WHAT IS EXPECTED.
Find and copy each line of the listing below that has the word "name" in it.

MATERIAL FOR THIS TASK.
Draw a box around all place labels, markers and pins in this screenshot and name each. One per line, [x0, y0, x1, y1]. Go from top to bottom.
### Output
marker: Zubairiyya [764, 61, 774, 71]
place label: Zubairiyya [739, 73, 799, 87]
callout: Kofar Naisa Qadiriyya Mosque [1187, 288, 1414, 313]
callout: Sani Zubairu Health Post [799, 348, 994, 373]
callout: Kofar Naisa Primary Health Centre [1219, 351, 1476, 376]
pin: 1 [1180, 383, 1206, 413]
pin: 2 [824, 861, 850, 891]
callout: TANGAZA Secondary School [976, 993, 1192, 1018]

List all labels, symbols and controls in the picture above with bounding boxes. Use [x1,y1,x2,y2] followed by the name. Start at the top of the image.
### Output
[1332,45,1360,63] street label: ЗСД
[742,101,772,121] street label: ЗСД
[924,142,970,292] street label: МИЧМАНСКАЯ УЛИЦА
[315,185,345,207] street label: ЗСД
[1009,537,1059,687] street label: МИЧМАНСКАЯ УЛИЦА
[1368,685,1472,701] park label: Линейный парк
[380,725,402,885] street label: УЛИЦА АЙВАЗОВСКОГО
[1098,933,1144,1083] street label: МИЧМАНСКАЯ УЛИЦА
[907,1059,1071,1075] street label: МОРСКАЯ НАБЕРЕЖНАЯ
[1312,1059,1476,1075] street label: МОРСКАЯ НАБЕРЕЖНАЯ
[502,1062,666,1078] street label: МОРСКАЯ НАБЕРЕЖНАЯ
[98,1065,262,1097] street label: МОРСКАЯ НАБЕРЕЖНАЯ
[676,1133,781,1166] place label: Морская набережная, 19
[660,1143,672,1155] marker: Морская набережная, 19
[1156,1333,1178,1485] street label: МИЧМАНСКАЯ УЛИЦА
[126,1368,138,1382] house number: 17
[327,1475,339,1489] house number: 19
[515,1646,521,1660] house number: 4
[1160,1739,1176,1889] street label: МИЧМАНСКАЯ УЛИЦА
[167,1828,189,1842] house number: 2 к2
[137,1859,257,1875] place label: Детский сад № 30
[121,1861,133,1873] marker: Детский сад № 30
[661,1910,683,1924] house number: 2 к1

RESPONSE.
Draw a box around all place labels, markers and pins in this screenshot and name each. One per line, [x0, y0, x1, y1]. Go from top to bottom.
List all labels, symbols and controls in the picture above with bounding boxes. Use [x1,y1,x2,y2] followed by the name. Start at the top of the image.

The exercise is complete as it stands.